• **WHAT IS REQUIRED**
Go through the records below and copy out every line holding "Boulevard".

• **EXERCISE MATERIAL**
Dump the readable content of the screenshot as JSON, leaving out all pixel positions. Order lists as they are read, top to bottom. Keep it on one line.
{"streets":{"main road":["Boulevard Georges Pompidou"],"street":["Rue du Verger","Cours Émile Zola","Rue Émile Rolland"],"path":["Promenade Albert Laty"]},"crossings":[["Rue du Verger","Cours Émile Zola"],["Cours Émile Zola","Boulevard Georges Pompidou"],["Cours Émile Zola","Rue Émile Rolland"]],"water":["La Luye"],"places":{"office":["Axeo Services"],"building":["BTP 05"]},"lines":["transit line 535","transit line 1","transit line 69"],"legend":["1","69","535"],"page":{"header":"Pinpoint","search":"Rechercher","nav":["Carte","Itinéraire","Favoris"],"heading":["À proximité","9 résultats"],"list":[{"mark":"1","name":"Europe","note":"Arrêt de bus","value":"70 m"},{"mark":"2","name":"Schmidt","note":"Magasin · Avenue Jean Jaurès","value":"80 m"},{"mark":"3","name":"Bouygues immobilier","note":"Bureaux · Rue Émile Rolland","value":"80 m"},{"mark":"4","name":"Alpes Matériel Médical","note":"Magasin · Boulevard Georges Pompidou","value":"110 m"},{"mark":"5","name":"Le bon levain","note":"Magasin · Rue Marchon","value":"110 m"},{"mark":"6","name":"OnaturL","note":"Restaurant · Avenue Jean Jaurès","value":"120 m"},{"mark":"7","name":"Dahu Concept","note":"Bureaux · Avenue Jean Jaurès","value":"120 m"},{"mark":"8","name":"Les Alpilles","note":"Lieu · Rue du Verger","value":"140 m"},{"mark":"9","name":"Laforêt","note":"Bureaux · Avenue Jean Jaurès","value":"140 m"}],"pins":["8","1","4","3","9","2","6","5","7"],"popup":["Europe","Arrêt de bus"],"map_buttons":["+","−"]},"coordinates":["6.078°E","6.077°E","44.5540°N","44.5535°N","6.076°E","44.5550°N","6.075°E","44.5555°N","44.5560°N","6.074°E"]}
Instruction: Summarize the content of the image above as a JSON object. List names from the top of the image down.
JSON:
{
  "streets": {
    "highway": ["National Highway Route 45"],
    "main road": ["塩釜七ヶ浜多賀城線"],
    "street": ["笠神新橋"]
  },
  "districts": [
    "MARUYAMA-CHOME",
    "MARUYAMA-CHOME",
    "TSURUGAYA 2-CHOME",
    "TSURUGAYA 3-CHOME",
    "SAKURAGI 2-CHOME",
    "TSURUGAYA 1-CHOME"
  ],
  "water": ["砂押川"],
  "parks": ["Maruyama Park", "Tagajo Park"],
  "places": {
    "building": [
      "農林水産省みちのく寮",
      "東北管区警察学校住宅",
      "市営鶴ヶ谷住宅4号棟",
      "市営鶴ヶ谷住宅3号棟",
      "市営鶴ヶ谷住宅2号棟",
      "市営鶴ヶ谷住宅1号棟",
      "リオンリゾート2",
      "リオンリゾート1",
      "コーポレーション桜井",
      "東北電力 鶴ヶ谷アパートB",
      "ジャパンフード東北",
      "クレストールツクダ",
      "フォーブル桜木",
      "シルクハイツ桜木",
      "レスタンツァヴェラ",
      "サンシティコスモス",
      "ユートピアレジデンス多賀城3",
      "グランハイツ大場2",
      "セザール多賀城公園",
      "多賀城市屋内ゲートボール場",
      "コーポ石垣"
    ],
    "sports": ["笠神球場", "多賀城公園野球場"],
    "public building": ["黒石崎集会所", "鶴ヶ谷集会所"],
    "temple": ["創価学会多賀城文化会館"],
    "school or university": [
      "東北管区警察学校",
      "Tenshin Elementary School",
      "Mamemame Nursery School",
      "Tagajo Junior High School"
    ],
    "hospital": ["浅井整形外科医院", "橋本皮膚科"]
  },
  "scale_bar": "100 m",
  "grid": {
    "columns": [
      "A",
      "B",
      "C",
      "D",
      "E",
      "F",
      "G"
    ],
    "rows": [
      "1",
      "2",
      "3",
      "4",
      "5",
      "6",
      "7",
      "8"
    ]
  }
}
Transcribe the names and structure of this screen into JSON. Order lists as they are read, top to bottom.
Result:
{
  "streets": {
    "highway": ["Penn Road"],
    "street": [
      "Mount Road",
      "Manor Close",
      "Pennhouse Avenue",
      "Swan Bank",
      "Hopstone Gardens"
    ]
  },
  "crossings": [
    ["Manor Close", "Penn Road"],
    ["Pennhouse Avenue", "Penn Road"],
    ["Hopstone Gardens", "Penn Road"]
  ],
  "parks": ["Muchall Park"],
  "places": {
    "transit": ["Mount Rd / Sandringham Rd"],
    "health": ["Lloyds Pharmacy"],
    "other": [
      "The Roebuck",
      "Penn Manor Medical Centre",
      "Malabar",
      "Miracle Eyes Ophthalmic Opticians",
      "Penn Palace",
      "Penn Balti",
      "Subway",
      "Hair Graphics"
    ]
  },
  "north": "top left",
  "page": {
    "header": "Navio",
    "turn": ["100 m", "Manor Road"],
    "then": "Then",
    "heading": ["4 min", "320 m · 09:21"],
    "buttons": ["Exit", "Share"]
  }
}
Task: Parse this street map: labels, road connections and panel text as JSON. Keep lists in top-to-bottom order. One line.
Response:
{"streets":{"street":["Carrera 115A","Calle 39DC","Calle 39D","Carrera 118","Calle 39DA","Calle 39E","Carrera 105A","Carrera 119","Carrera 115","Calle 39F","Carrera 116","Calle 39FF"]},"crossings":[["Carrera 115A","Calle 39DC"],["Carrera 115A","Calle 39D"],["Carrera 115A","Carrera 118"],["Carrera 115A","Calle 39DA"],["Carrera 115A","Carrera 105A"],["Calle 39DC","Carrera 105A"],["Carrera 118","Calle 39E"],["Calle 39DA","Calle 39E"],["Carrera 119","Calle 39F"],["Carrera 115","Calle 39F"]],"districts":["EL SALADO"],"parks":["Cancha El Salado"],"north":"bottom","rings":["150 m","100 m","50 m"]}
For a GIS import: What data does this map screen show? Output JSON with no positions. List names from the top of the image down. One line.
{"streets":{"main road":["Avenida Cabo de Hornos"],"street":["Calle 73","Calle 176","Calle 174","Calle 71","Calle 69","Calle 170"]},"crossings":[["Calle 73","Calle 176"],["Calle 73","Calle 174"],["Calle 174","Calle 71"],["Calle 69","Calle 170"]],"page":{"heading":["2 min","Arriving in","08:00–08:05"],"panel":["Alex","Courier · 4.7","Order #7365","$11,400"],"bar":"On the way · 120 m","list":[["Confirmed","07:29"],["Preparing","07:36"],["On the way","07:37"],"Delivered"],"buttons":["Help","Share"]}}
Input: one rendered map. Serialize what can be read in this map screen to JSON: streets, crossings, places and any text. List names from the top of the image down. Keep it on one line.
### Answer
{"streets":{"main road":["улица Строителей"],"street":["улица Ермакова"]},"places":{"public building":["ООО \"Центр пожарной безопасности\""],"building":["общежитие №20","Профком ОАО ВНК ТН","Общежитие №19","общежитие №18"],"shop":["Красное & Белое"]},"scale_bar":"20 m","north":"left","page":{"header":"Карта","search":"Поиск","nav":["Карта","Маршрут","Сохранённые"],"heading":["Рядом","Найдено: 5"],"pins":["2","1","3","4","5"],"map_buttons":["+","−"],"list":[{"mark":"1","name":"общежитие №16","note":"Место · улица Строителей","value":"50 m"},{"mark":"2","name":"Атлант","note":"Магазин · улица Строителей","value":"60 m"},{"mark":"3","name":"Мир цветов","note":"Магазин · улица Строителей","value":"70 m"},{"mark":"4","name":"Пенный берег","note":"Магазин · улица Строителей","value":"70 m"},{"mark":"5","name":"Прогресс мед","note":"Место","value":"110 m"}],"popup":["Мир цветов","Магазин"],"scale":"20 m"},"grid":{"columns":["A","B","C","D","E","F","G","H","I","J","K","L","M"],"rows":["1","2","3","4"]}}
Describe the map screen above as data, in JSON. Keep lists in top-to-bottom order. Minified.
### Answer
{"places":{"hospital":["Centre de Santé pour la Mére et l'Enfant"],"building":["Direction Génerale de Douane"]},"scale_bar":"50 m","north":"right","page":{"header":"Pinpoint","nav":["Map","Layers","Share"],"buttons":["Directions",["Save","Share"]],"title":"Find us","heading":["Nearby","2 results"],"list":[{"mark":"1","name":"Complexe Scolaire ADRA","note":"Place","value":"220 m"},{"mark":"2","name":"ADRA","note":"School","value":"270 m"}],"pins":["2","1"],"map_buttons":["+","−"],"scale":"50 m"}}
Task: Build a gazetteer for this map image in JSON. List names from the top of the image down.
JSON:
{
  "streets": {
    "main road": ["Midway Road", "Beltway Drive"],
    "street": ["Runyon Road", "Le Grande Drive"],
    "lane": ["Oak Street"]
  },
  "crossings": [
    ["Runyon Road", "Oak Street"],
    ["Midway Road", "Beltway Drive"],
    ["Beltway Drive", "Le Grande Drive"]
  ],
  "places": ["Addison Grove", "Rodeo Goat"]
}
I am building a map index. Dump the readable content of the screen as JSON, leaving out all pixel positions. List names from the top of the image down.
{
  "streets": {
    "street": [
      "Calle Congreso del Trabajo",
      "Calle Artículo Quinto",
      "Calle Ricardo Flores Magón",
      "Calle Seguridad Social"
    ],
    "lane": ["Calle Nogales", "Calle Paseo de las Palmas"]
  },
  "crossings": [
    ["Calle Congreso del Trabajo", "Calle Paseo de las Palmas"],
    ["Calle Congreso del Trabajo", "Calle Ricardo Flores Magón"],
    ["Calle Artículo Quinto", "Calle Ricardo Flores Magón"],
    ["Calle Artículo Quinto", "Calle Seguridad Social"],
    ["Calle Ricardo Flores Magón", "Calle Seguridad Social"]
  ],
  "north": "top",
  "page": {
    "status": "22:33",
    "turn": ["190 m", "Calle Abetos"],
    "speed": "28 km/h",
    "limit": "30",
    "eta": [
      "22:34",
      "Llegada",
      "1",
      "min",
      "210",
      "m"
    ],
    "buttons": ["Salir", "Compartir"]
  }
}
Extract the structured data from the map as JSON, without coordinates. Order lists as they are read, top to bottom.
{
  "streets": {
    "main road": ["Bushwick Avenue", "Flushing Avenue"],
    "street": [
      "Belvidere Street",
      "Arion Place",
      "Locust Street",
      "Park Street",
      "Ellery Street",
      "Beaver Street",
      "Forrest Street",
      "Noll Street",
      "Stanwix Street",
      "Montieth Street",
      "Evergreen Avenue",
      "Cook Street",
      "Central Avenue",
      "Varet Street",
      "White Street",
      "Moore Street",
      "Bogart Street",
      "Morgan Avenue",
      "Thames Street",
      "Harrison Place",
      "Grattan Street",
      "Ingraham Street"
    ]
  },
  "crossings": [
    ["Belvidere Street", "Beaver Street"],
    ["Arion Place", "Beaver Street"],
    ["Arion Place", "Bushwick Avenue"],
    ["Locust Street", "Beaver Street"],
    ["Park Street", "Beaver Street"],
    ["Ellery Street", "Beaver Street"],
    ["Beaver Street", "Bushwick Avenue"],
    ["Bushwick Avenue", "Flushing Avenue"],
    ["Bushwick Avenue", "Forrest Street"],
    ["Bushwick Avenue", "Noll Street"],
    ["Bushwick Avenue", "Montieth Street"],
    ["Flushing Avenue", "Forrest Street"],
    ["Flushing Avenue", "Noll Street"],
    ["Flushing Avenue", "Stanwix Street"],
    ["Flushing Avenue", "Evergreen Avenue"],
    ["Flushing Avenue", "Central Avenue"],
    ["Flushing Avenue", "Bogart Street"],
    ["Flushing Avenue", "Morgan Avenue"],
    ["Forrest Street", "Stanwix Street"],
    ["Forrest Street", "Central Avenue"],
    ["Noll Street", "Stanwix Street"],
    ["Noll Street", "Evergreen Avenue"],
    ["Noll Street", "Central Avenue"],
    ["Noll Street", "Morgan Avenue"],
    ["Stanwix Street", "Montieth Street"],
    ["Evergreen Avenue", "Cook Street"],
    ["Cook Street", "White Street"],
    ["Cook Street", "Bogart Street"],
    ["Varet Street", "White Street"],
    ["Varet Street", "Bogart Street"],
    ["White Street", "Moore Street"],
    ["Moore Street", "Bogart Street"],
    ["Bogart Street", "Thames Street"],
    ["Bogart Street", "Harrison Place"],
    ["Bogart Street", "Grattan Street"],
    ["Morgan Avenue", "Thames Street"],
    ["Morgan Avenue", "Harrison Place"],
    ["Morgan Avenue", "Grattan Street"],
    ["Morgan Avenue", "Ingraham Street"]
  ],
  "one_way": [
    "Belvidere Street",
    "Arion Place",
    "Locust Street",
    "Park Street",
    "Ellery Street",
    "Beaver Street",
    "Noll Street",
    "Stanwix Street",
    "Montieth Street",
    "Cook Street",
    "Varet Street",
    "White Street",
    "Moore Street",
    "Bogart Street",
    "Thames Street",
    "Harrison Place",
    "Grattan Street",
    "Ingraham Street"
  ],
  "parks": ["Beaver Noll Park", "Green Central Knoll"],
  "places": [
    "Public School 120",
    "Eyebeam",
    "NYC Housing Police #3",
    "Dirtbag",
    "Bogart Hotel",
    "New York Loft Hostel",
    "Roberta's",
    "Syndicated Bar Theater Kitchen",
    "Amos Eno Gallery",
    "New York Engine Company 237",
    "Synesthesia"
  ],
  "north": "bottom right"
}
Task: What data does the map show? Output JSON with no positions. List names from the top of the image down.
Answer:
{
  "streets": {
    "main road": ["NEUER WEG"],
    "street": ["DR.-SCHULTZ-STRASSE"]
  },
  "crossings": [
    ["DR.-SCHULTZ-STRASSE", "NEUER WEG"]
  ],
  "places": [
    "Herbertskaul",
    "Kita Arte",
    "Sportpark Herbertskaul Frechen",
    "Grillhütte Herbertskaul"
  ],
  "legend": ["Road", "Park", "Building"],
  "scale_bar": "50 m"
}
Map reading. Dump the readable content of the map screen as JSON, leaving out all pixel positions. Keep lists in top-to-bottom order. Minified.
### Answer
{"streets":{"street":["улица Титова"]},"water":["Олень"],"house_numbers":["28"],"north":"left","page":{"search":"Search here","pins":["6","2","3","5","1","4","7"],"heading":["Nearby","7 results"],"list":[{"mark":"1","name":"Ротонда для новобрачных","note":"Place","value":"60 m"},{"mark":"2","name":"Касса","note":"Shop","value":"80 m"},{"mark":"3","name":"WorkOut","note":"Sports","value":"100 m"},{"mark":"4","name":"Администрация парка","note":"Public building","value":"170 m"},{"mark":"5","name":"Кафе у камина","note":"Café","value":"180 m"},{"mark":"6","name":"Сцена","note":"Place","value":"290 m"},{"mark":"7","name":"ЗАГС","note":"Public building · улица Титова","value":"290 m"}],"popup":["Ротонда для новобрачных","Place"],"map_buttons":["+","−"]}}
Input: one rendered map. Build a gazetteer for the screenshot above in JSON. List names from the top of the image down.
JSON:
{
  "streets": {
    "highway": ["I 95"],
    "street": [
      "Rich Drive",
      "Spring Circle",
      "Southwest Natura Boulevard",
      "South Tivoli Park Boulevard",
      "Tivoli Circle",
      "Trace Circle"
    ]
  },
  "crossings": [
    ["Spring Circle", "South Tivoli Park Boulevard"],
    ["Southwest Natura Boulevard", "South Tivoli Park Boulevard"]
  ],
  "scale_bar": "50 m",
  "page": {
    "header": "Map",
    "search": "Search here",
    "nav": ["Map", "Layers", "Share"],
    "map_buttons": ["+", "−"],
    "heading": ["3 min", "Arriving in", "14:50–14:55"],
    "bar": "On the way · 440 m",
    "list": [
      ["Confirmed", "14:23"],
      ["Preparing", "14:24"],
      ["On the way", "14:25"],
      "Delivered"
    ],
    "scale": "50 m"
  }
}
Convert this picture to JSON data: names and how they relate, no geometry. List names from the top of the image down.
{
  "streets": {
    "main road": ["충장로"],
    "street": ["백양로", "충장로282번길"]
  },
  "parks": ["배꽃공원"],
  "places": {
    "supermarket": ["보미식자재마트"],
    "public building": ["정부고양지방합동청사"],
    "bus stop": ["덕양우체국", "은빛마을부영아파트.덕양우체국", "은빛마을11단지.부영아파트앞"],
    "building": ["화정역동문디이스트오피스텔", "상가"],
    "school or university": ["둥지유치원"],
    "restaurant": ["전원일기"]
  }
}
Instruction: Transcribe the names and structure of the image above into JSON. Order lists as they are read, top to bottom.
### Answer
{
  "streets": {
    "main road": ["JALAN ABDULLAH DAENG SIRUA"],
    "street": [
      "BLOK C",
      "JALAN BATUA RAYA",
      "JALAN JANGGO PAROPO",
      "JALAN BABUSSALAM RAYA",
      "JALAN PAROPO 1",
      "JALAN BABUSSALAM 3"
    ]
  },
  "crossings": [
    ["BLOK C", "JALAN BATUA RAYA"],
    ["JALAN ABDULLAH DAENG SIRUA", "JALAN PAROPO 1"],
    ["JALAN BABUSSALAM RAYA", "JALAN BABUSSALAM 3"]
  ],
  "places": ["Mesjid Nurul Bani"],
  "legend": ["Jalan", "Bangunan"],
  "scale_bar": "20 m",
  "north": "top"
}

• **RESULT OF THIS TASK**
{"streets":{"main road":["Boulevard Georges Pompidou"],"street":["Rue du Verger","Cours Émile Zola","Rue Émile Rolland"],"path":["Promenade Albert Laty"]},"crossings":[["Rue du Verger","Cours Émile Zola"],["Cours Émile Zola","Boulevard Georges Pompidou"],["Cours Émile Zola","Rue Émile Rolland"]],"water":["La Luye"],"places":{"office":["Axeo Services"],"building":["BTP 05"]},"lines":["transit line 535","transit line 1","transit line 69"],"legend":["1","69","535"],"page":{"header":"Pinpoint","search":"Rechercher","nav":["Carte","Itinéraire","Favoris"],"heading":["À proximité","9 résultats"],"list":[{"mark":"1","name":"Europe","note":"Arrêt de bus","value":"70 m"},{"mark":"2","name":"Schmidt","note":"Magasin · Avenue Jean Jaurès","value":"80 m"},{"mark":"3","name":"Bouygues immobilier","note":"Bureaux · Rue Émile Rolland","value":"80 m"},{"mark":"4","name":"Alpes Matériel Médical","note":"Magasin · Boulevard Georges Pompidou","value":"110 m"},{"mark":"5","name":"Le bon levain","note":"Magasin · Rue Marchon","value":"110 m"},{"mark":"6","name":"OnaturL","note":"Restaurant · Avenue Jean Jaurès","value":"120 m"},{"mark":"7","name":"Dahu Concept","note":"Bureaux · Avenue Jean Jaurès","value":"120 m"},{"mark":"8","name":"Les Alpilles","note":"Lieu · Rue du Verger","value":"140 m"},{"mark":"9","name":"Laforêt","note":"Bureaux · Avenue Jean Jaurès","value":"140 m"}],"pins":["8","1","4","3","9","2","6","5","7"],"popup":["Europe","Arrêt de bus"],"map_buttons":["+","−"]},"coordinates":["6.078°E","6.077°E","44.5540°N","44.5535°N","6.076°E","44.5550°N","6.075°E","44.5555°N","44.5560°N","6.074°E"]}
      "Southwest Natura Boulevard",
      "South Tivoli Park Boulevard",
    ["Spring Circle", "South Tivoli Park Boulevard"],
    ["Southwest Natura Boulevard", "South Tivoli Park Boulevard"]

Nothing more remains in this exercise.